*** Begin section ***

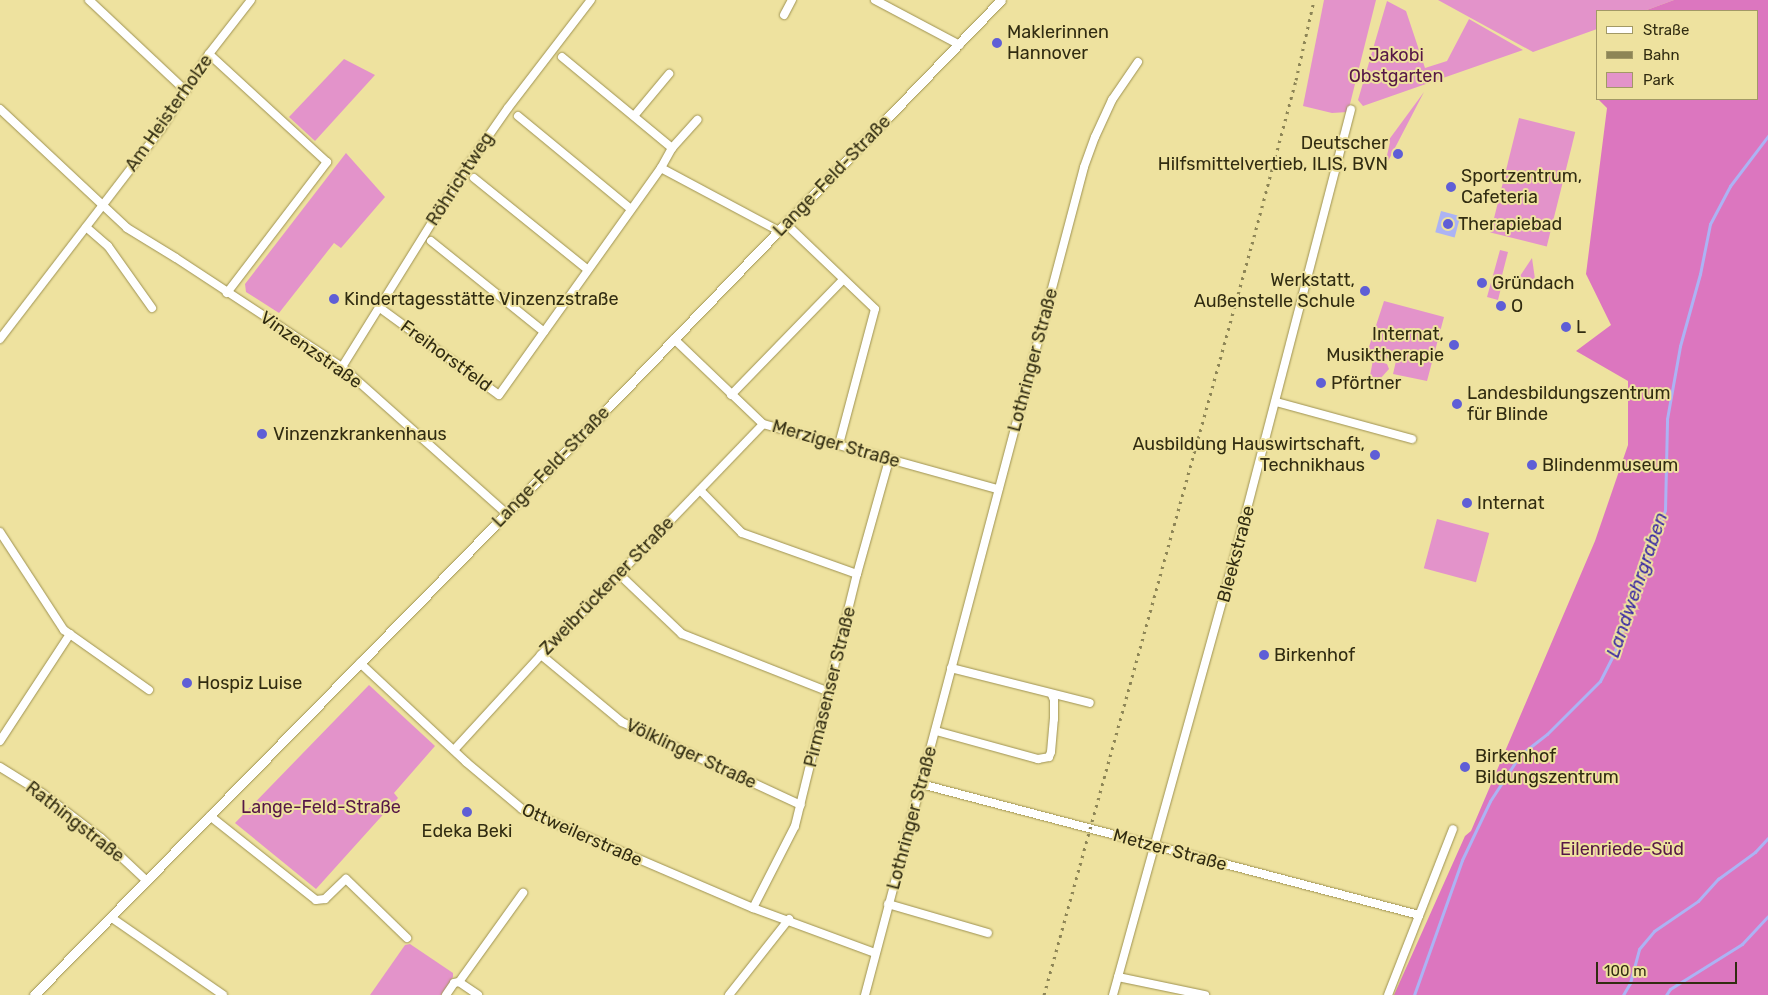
<!DOCTYPE html>
<meta charset="utf-8">
<style>
body{margin:0}
#map{position:relative;width:1768px;height:995px;overflow:hidden;background:#eee29f;font-family:Rubik,sans-serif}
div>[style]{position:absolute}
.green>*{inset:0;background:#e393ca;transform-origin:0 0}
.forest>*{inset:0;background:#dc76bf}
.water>*{inset:0;background:#acb3f4;transform-origin:0 0}
.stream>*{height:3px;margin:-1.5px;padding:0 1.5px;transform-origin:1.5px;border-radius:1.5px;background:#acb3f4}
.roads{filter:drop-shadow(0 0 1px #9e9252) drop-shadow(0 0 1px #9e9252)}
.minor>*{height:8px;margin:-4px;padding:0 4px;transform-origin:4px;border-radius:4px;background:#fff}
.tertiary>*{height:9px;margin:-4.5px;padding:0 4.5px;transform-origin:4.5px;border-radius:4.5px;background:#fff}
.rail>*{height:3px;margin-top:-1.5px;transform-origin:0;background:repeating-linear-gradient(90deg,#8d8556 0 2.5px,transparent 0 7.5px)}
.dots>*{width:14px;height:14px;translate:-50% -50%;box-sizing:border-box;border:2px solid #eee29f;border-radius:50%}
span{translate:-50% -50%;white-space:nowrap;text-align:center;line-height:1.15;-webkit-text-stroke:4px #eee29f;paint-order:stroke}
.poi-label{font-size:18px;color:#312c11}
.left{translate:0 -50%;text-align:left}
.right{translate:-100% -50%;text-align:right}
.park-label{font-size:18px;color:#561746}
.street-label{font-size:18px;color:#312c11}
.water-label{font-size:19px;color:#392aa3;font-style:italic}
.legend{position:absolute;left:1596px;top:10px;width:162px;height:90px;box-sizing:border-box;background:#eee29f;border:1px solid #a29966;margin:0;padding:6px 9px;list-style:none;font-size:15px;color:#312c11}
.legend li{display:flex;align-items:center;gap:10px;height:25px}
.legend b{width:25px;border:1px solid #a29966}
.scale{position:absolute;left:1596px;top:962px;width:141px;height:22px;box-sizing:border-box;border:2px solid #312c11;border-top:0;padding-left:6px;font-size:15px;line-height:18px;white-space:nowrap;color:#312c11;-webkit-text-stroke:4px #eee29f;paint-order:stroke}
</style>
<div id="map">
<div class="green">
<i style="clip-path:polygon(1324px 0,1376px 0,1348px 112px,1332px 113px,1303px 106px)"></i>
<i style="clip-path:polygon(1438px 0,1674px 0,1644px 11px,1597px 11px,1597px 29px,1533px 52px)"></i>
<i style="clip-path:polygon(1387px 1px,1406px 11px,1425px 68px,1447px 61px,1469px 19px,1523px 50px,1363px 106px,1358px 100px)"></i>
<i style="clip-path:polygon(344px 59px,375px 75px,315px 141px,289px 117px)"></i>
<i style="clip-path:polygon(1424px 92px,1384px 169px,1390px 142px,1388px 141px)"></i>
<i style="left:1519px;top:118px;width:58px;height:118px;rotate:14deg"></i>
<i style="clip-path:polygon(346px 153px,385px 197px,341px 248px,334px 243px,279px 313px,246px 292px,245px 284px)"></i>
<i style="clip-path:polygon(1500px 250px,1508px 252px,1499px 287px,1501px 288px,1498px 300px,1487px 297px)"></i>
<i style="clip-path:polygon(1532px 258px,1535px 279px,1525px 279px,1520px 276px)"></i>
<i style="clip-path:polygon(1384px 301px,1444px 317px,1427px 381px,1393px 374px,1396px 361px,1367px 353px)"></i>
<i style="clip-path:polygon(1373px 360px,1387px 364px,1389px 369px,1380px 379px,1370px 376px)"></i>
<i style="left:1437px;top:519px;width:54px;height:51px;rotate:15deg"></i>
<i style="clip-path:polygon(369px 685px,435px 746px,394px 793px,398px 798px,316px 889px,235px 823px)"></i>
<i style="clip-path:polygon(410px 944px,453px 973px,453px 977px,441px 995px,370px 995px,405px 945px)"></i>
</div>
<div class="forest">
<i style="clip-path:polygon(1674px 0,1768px 0,1768px 995px,1394px 995px,1465px 836px,1471px 831px,1595px 541px,1628px 445px,1628px 381px,1576px 351px,1611px 325px,1586px 274px,1607px 108px,1598px 99px,1757px 99px,1757px 11px,1644px 11px)"></i>
</div>
<div class="water">
<i style="left:1441px;top:211px;width:20px;height:22px;rotate:15deg"></i>
</div>
<div class="stream">
<i style="left:1414px;top:995px;width:143px;rotate:-70.4deg"></i>
<i style="left:1462px;top:860px;width:65px;rotate:-64.6deg"></i>
<i style="left:1490px;top:801px;width:55px;rotate:-56.9deg"></i>
<i style="left:1520px;top:755px;width:34px;rotate:-38deg"></i>
<i style="left:1547px;top:734px;width:75px;rotate:-45deg"></i>
<i style="left:1600px;top:681px;width:28px;rotate:-63deg"></i>
<i style="left:1613px;top:656px;width:155px;rotate:-70.4deg"></i>
<i style="left:1665px;top:510px;width:91px;rotate:-88.7deg"></i>
<i style="left:1667px;top:419px;width:74px;rotate:-79.9deg"></i>
<i style="left:1680px;top:346px;width:75px;rotate:-74.5deg"></i>
<i style="left:1700px;top:274px;width:51px;rotate:-78.7deg"></i>
<i style="left:1710px;top:224px;width:43px;rotate:-62.2deg"></i>
<i style="left:1730px;top:186px;width:63px;rotate:-52.8deg"></i>
<i style="left:1623px;top:995px;width:14px;rotate:-60deg"></i>
<i style="left:1630px;top:983px;width:35px;rotate:-75deg"></i>
<i style="left:1639px;top:949px;width:23px;rotate:-50deg"></i>
<i style="left:1654px;top:931px;width:53px;rotate:-34.3deg"></i>
<i style="left:1698px;top:901px;width:30px;rotate:-48deg"></i>
<i style="left:1718px;top:879px;width:46px;rotate:-36.1deg"></i>
<i style="left:1755px;top:852px;width:19px;rotate:-47deg"></i>
<i style="left:1666px;top:995px;width:7px;rotate:-56deg"></i>
<i style="left:1670px;top:989px;width:85px;rotate:-32deg"></i>
<i style="left:1742px;top:944px;width:38px;rotate:-47deg"></i>
</div>
<div class="roads">
<div class="minor">
<i style="left:89px;top:0;width:133px;rotate:43.2deg"></i>
<i style="left:875px;top:0;width:96px;rotate:27.9deg"></i>
<i style="left:784px;top:15px;width:17px;rotate:-62deg"></i>
<i style="left:209px;top:54px;width:160px;rotate:42.5deg"></i>
<i style="left:327px;top:162px;width:165px;rotate:127.4deg"></i>
<i style="left:562px;top:57px;width:143px;rotate:39.6deg"></i>
<i style="left:672px;top:148px;width:23px;rotate:119deg"></i>
<i style="left:0;top:109px;width:174px;rotate:43.1deg"></i>
<i style="left:127px;top:228px;width:57px;rotate:31.5deg"></i>
<i style="left:176px;top:258px;width:199px;rotate:33.3deg"></i>
<i style="left:342px;top:367px;width:220px;rotate:41.7deg"></i>
<i style="left:518px;top:116px;width:146px;rotate:39.5deg"></i>
<i style="left:634px;top:116px;width:55px;rotate:-50.2deg"></i>
<i style="left:672px;top:148px;width:38px;rotate:-48deg"></i>
<i style="left:474px;top:178px;width:146px;rotate:38.9deg"></i>
<i style="left:786px;top:224px;width:123px;rotate:43.7deg"></i>
<i style="left:875px;top:309px;width:140px;rotate:104.9deg"></i>
<i style="left:86px;top:227px;width:29px;rotate:41deg"></i>
<i style="left:108px;top:246px;width:76px;rotate:54.6deg"></i>
<i style="left:431px;top:241px;width:145px;rotate:38.8deg"></i>
<i style="left:380px;top:308px;width:147px;rotate:36.2deg"></i>
<i style="left:499px;top:395px;width:279px;rotate:-54.5deg"></i>
<i style="left:661px;top:168px;width:134px;rotate:28.1deg"></i>
<i style="left:0;top:339px;width:265px;rotate:-52.5deg"></i>
<i style="left:161px;top:129px;width:89px;rotate:-57.4deg"></i>
<i style="left:209px;top:54px;width:68px;rotate:-52.1deg"></i>
<i style="left:674px;top:339px;width:123px;rotate:43.7deg"></i>
<i style="left:763px;top:424px;width:244px;rotate:15.5deg"></i>
<i style="left:342px;top:367px;width:231px;rotate:-58.1deg"></i>
<i style="left:464px;top:171px;width:77px;rotate:-55.1deg"></i>
<i style="left:508px;top:108px;width:136px;rotate:-52.5deg"></i>
<i style="left:731px;top:395px;width:161px;rotate:-45.8deg"></i>
<i style="left:1276px;top:402px;width:141px;rotate:15.2deg"></i>
<i style="left:700px;top:490px;width:60px;rotate:45.7deg"></i>
<i style="left:742px;top:533px;width:122px;rotate:19.6deg"></i>
<i style="left:0;top:532px;width:117px;rotate:56.9deg"></i>
<i style="left:64px;top:630px;width:104px;rotate:35.2deg"></i>
<i style="left:619px;top:574px;width:87px;rotate:43.6deg"></i>
<i style="left:682px;top:634px;width:158px;rotate:21.5deg"></i>
<i style="left:541px;top:655px;width:105px;rotate:39.6deg"></i>
<i style="left:622px;top:722px;width:197px;rotate:24.9deg"></i>
<i style="left:360px;top:663px;width:145px;rotate:43deg"></i>
<i style="left:466px;top:762px;width:73px;rotate:40deg"></i>
<i style="left:522px;top:809px;width:251px;rotate:23.2deg"></i>
<i style="left:753px;top:908px;width:130px;rotate:20.2deg"></i>
<i style="left:951px;top:668px;width:143px;rotate:14.1deg"></i>
<i style="left:936px;top:731px;width:106px;rotate:15.4deg"></i>
<i style="left:1038px;top:759px;width:11px;rotate:-10deg"></i>
<i style="left:1049px;top:757px;width:5px;rotate:-68deg"></i>
<i style="left:1051px;top:752px;width:33px;rotate:-85deg"></i>
<i style="left:1054px;top:719px;width:19px;rotate:-90deg"></i>
<i style="left:1054px;top:700px;width:5px;rotate:-112deg"></i>
<i style="left:0;top:741px;width:128px;rotate:-56.8deg"></i>
<i style="left:454px;top:750px;width:129px;rotate:-47.5deg"></i>
<i style="left:541px;top:655px;width:320px;rotate:-46.1deg"></i>
<i style="left:0;top:767px;width:49px;rotate:31.8deg"></i>
<i style="left:42px;top:793px;width:74px;rotate:37.3deg"></i>
<i style="left:101px;top:838px;width:63px;rotate:43.1deg"></i>
<i style="left:921px;top:784px;width:515px;rotate:14.74deg"></i>
<i style="left:210px;top:816px;width:135px;rotate:38.4deg"></i>
<i style="left:316px;top:900px;width:9px;rotate:-6deg"></i>
<i style="left:325px;top:899px;width:29px;rotate:-44deg"></i>
<i style="left:346px;top:879px;width:85px;rotate:44deg"></i>
<i style="left:888px;top:904px;width:104px;rotate:16.2deg"></i>
<i style="left:753px;top:908px;width:92px;rotate:-62.9deg"></i>
<i style="left:795px;top:826px;width:260px;rotate:-76.2deg"></i>
<i style="left:857px;top:574px;width:118px;rotate:-74.3deg"></i>
<i style="left:112px;top:918px;width:135px;rotate:34.7deg"></i>
<i style="left:1118px;top:977px;width:89px;rotate:11.7deg"></i>
<i style="left:459px;top:982px;width:23px;rotate:34deg"></i>
<i style="left:446px;top:995px;width:14px;rotate:-56deg"></i>
<i style="left:454px;top:983px;width:5px;rotate:-11deg"></i>
<i style="left:459px;top:982px;width:110px;rotate:-54.3deg"></i>
<i style="left:729px;top:995px;width:97px;rotate:-51.7deg"></i>
<i style="left:865px;top:995px;width:856px;rotate:-75.18deg"></i>
<i style="left:1084px;top:167px;width:32px;rotate:-70deg"></i>
<i style="left:1095px;top:137px;width:41px;rotate:-65.3deg"></i>
<i style="left:1112px;top:100px;width:46px;rotate:-55.6deg"></i>
<i style="left:1113px;top:995px;width:437px;rotate:-74.5deg"></i>
<i style="left:1230px;top:574px;width:480px;rotate:-75.4deg"></i>
<i style="left:1388px;top:995px;width:178px;rotate:-68.6deg"></i>
</div>
<div class="tertiary">
<i style="left:34px;top:995px;width:608px;rotate:-45.53deg"></i>
<i style="left:460px;top:561px;width:779px;rotate:-46.04deg"></i>
</div>
</div>
<div class="rail">
<i style="left:1044px;top:995px;width:779px;rotate:-74.52deg"></i>
<i style="left:1252px;top:244px;width:170px;rotate:-75deg"></i>
<i style="left:1296px;top:80px;width:82px;rotate:-77.3deg"></i>
</div>
<div class="dots">
<i style="left:997px;top:43px;background:#5f5ed6"></i>
<i style="left:1398px;top:154px;background:#5f5ed6"></i>
<i style="left:1451px;top:187px;background:#5f5ed6"></i>
<i style="left:1448px;top:224px;background:#5f5ed6"></i>
<i style="left:1482px;top:283px;background:#5f5ed6"></i>
<i style="left:1365px;top:291px;background:#5f5ed6"></i>
<i style="left:334px;top:299px;background:#5f5ed6"></i>
<i style="left:1501px;top:306px;background:#5f5ed6"></i>
<i style="left:1566px;top:327px;background:#5f5ed6"></i>
<i style="left:1454px;top:345px;background:#5f5ed6"></i>
<i style="left:1321px;top:383px;background:#5f5ed6"></i>
<i style="left:1457px;top:404px;background:#5f5ed6"></i>
<i style="left:262px;top:434px;background:#5f5ed6"></i>
<i style="left:1375px;top:455px;background:#5f5ed6"></i>
<i style="left:1532px;top:465px;background:#5f5ed6"></i>
<i style="left:1467px;top:503px;background:#5f5ed6"></i>
<i style="left:1264px;top:655px;background:#5f5ed6"></i>
<i style="left:187px;top:683px;background:#5f5ed6"></i>
<i style="left:1465px;top:767px;background:#5f5ed6"></i>
<i style="left:467px;top:812px;background:#5f5ed6"></i>
</div>
<div class="poi-label">
<span class="left" style="left:1007px;top:43px">Maklerinnen<br>Hannover</span>
<span class="right" style="left:1388px;top:154px">Deutscher<br>Hilfsmittelvertieb, ILIS, BVN</span>
<span class="left" style="left:1461px;top:187px">Sportzentrum,<br>Cafeteria</span>
<span class="left" style="left:1458px;top:224px">Therapiebad</span>
<span class="right" style="left:1355px;top:291px">Werkstatt,<br>Außenstelle Schule</span>
<span class="left" style="left:1492px;top:283px">Gründach</span>
<span class="left" style="left:344px;top:299px">Kindertagesstätte Vinzenzstraße</span>
<span class="left" style="left:1511px;top:306px">O</span>
<span class="left" style="left:1576px;top:327px">L</span>
<span class="right" style="left:1444px;top:345px">Internat,<br>Musiktherapie</span>
<span class="left" style="left:1331px;top:383px">Pförtner</span>
<span class="left" style="left:1467px;top:404px">Landesbildungszentrum<br>für Blinde</span>
<span class="left" style="left:273px;top:434px">Vinzenzkrankenhaus</span>
<span class="right" style="left:1365px;top:455px">Ausbildung Hauswirtschaft,<br>Technikhaus</span>
<span class="left" style="left:1542px;top:465px">Blindenmuseum</span>
<span class="left" style="left:1477px;top:503px">Internat</span>
<span class="left" style="left:1274px;top:655px">Birkenhof</span>
<span class="left" style="left:197px;top:683px">Hospiz Luise</span>
<span class="left" style="left:1475px;top:767px">Birkenhof<br>Bildungszentrum</span>
<span style="left:467px;top:831px">Edeka Beki</span>
</div>
<div class="park-label">
<span style="left:1396px;top:66px">Jakobi<br>Obstgarten</span>
<span style="left:321px;top:807px">Lange-Feld-Straße</span>
<span style="left:1622px;top:849px">Eilenriede-Süd</span>
</div>
<div class="street-label">
<span style="left:169px;top:113px;rotate:-55deg">Am Heisterholze</span>
<span style="left:832px;top:176px;rotate:-46deg">Lange-Feld-Straße</span>
<span style="left:460px;top:179px;rotate:-57deg">Röhrichtweg</span>
<span style="left:311px;top:350px;rotate:35deg">Vinzenzstraße</span>
<span style="left:446px;top:356px;rotate:36deg">Freihorstfeld</span>
<span style="left:1033px;top:360px;rotate:-75deg">Lothringer Straße</span>
<span style="left:836px;top:444px;rotate:16deg">Merziger Straße</span>
<span style="left:551px;top:467px;rotate:-46deg">Lange-Feld-Straße</span>
<span style="left:1236px;top:554px;rotate:-75deg">Bleekstraße</span>
<span style="left:607px;top:586px;rotate:-46deg">Zweibrückener Straße</span>
<span style="left:830px;top:687px;rotate:-76deg">Pirmasenser Straße</span>
<span style="left:691px;top:754px;rotate:25deg">Völklinger Straße</span>
<span style="left:912px;top:818px;rotate:-75deg">Lothringer Straße</span>
<span style="left:75px;top:822px;rotate:38deg">Rathingstraße</span>
<span style="left:582px;top:835px;rotate:24deg">Ottweilerstraße</span>
<span style="left:1170px;top:850px;rotate:15deg">Metzer Straße</span>
</div>
<div class="water-label">
<span style="left:1637px;top:585px;rotate:-71deg">Landwehrgraben</span>
</div>
<ul class="legend">
<li><b style="height:6px;background:#fff"></b>Straße</li>
<li><b style="height:6px;background:#8d8556"></b>Bahn</li>
<li><b style="height:14px;background:#e393ca"></b>Park</li>
</ul>
<div class="scale">100 m</div>
</div>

*** End section ***

#### Problem details:
Copy exactly the stretch of data above from the line with "0,1376px 0,1348px 112px,1332px" through the line with "250px,1508px 252px,1499px 287px,1501px", and omit all other lines.

#### Response to the exercise:
<i style="clip-path:polygon(1324px 0,1376px 0,1348px 112px,1332px 113px,1303px 106px)"></i>
<i style="clip-path:polygon(1438px 0,1674px 0,1644px 11px,1597px 11px,1597px 29px,1533px 52px)"></i>
<i style="clip-path:polygon(1387px 1px,1406px 11px,1425px 68px,1447px 61px,1469px 19px,1523px 50px,1363px 106px,1358px 100px)"></i>
<i style="clip-path:polygon(344px 59px,375px 75px,315px 141px,289px 117px)"></i>
<i style="clip-path:polygon(1424px 92px,1384px 169px,1390px 142px,1388px 141px)"></i>
<i style="left:1519px;top:118px;width:58px;height:118px;rotate:14deg"></i>
<i style="clip-path:polygon(346px 153px,385px 197px,341px 248px,334px 243px,279px 313px,246px 292px,245px 284px)"></i>
<i style="clip-path:polygon(1500px 250px,1508px 252px,1499px 287px,1501px 288px,1498px 300px,1487px 297px)"></i>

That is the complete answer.